→ **Task to carry out**
Starting at the first line, reproduce the listing below in full, exactly as given.

→ **Dataset extract**

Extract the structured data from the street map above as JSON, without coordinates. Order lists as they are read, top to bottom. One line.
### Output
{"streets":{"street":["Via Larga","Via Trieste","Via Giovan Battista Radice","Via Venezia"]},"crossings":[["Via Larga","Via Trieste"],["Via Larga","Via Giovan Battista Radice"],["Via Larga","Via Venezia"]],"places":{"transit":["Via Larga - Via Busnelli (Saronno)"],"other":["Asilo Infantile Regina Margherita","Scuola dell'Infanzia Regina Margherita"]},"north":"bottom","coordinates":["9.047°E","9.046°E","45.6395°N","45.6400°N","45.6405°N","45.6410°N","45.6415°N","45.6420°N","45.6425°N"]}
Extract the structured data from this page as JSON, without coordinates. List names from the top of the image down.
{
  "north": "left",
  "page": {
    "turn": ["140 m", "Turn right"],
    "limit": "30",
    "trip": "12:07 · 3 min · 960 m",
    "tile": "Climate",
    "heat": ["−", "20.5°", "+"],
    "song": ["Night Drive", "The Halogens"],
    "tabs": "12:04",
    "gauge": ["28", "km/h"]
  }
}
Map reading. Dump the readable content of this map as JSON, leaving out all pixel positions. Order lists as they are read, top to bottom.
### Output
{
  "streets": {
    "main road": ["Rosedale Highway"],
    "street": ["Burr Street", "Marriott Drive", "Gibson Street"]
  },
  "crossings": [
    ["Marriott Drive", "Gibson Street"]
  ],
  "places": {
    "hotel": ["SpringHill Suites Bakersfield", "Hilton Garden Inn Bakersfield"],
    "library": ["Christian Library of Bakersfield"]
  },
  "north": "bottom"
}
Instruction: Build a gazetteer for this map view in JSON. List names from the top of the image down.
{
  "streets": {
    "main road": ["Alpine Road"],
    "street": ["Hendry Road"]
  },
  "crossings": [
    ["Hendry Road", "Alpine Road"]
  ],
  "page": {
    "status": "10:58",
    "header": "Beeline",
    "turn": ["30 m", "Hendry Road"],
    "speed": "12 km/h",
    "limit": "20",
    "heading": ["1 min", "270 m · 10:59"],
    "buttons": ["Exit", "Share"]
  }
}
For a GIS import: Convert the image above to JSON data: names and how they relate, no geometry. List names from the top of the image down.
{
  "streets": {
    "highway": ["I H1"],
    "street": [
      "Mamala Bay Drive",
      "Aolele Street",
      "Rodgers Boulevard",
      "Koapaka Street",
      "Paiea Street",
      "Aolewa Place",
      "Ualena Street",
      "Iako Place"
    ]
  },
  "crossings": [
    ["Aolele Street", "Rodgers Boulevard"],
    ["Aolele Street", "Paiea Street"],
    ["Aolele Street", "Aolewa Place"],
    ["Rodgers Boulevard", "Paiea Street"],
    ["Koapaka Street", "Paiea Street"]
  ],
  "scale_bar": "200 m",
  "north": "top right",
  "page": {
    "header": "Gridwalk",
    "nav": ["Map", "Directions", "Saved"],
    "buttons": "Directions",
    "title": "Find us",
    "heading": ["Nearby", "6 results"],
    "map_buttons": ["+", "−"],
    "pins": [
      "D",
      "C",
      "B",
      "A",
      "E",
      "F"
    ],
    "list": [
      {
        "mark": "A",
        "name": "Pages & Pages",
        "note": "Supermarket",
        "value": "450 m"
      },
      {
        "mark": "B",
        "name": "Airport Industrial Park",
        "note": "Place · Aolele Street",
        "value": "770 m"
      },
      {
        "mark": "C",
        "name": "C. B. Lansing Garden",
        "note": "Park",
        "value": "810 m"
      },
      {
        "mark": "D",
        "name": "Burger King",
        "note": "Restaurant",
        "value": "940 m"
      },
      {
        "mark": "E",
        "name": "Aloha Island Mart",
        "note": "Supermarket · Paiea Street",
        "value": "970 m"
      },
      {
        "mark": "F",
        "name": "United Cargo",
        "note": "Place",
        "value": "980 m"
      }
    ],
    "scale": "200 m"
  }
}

→ **Solution**
Extract the structured data from the street map above as JSON, without coordinates. Order lists as they are read, top to bottom. One line.
### Output
{"streets":{"street":["Via Larga","Via Trieste","Via Giovan Battista Radice","Via Venezia"]},"crossings":[["Via Larga","Via Trieste"],["Via Larga","Via Giovan Battista Radice"],["Via Larga","Via Venezia"]],"places":{"transit":["Via Larga - Via Busnelli (Saronno)"],"other":["Asilo Infantile Regina Margherita","Scuola dell'Infanzia Regina Margherita"]},"north":"bottom","coordinates":["9.047°E","9.046°E","45.6395°N","45.6400°N","45.6405°N","45.6410°N","45.6415°N","45.6420°N","45.6425°N"]}
Extract the structured data from this page as JSON, without coordinates. List names from the top of the image down.
{
  "north": "left",
  "page": {
    "turn": ["140 m", "Turn right"],
    "limit": "30",
    "trip": "12:07 · 3 min · 960 m",
    "tile": "Climate",
    "heat": ["−", "20.5°", "+"],
    "song": ["Night Drive", "The Halogens"],
    "tabs": "12:04",
    "gauge": ["28", "km/h"]
  }
}
Map reading. Dump the readable content of this map as JSON, leaving out all pixel positions. Order lists as they are read, top to bottom.
### Output
{
  "streets": {
    "main road": ["Rosedale Highway"],
    "street": ["Burr Street", "Marriott Drive", "Gibson Street"]
  },
  "crossings": [
    ["Marriott Drive", "Gibson Street"]
  ],
  "places": {
    "hotel": ["SpringHill Suites Bakersfield", "Hilton Garden Inn Bakersfield"],
    "library": ["Christian Library of Bakersfield"]
  },
  "north": "bottom"
}
Instruction: Build a gazetteer for this map view in JSON. List names from the top of the image down.
{
  "streets": {
    "main road": ["Alpine Road"],
    "street": ["Hendry Road"]
  },
  "crossings": [
    ["Hendry Road", "Alpine Road"]
  ],
  "page": {
    "status": "10:58",
    "header": "Beeline",
    "turn": ["30 m", "Hendry Road"],
    "speed": "12 km/h",
    "limit": "20",
    "heading": ["1 min", "270 m · 10:59"],
    "buttons": ["Exit", "Share"]
  }
}
For a GIS import: Convert the image above to JSON data: names and how they relate, no geometry. List names from the top of the image down.
{
  "streets": {
    "highway": ["I H1"],
    "street": [
      "Mamala Bay Drive",
      "Aolele Street",
      "Rodgers Boulevard",
      "Koapaka Street",
      "Paiea Street",
      "Aolewa Place",
      "Ualena Street",
      "Iako Place"
    ]
  },
  "crossings": [
    ["Aolele Street", "Rodgers Boulevard"],
    ["Aolele Street", "Paiea Street"],
    ["Aolele Street", "Aolewa Place"],
    ["Rodgers Boulevard", "Paiea Street"],
    ["Koapaka Street", "Paiea Street"]
  ],
  "scale_bar": "200 m",
  "north": "top right",
  "page": {
    "header": "Gridwalk",
    "nav": ["Map", "Directions", "Saved"],
    "buttons": "Directions",
    "title": "Find us",
    "heading": ["Nearby", "6 results"],
    "map_buttons": ["+", "−"],
    "pins": [
      "D",
      "C",
      "B",
      "A",
      "E",
      "F"
    ],
    "list": [
      {
        "mark": "A",
        "name": "Pages & Pages",
        "note": "Supermarket",
        "value": "450 m"
      },
      {
        "mark": "B",
        "name": "Airport Industrial Park",
        "note": "Place · Aolele Street",
        "value": "770 m"
      },
      {
        "mark": "C",
        "name": "C. B. Lansing Garden",
        "note": "Park",
        "value": "810 m"
      },
      {
        "mark": "D",
        "name": "Burger King",
        "note": "Restaurant",
        "value": "940 m"
      },
      {
        "mark": "E",
        "name": "Aloha Island Mart",
        "note": "Supermarket · Paiea Street",
        "value": "970 m"
      },
      {
        "mark": "F",
        "name": "United Cargo",
        "note": "Place",
        "value": "980 m"
      }
    ],
    "scale": "200 m"
  }
}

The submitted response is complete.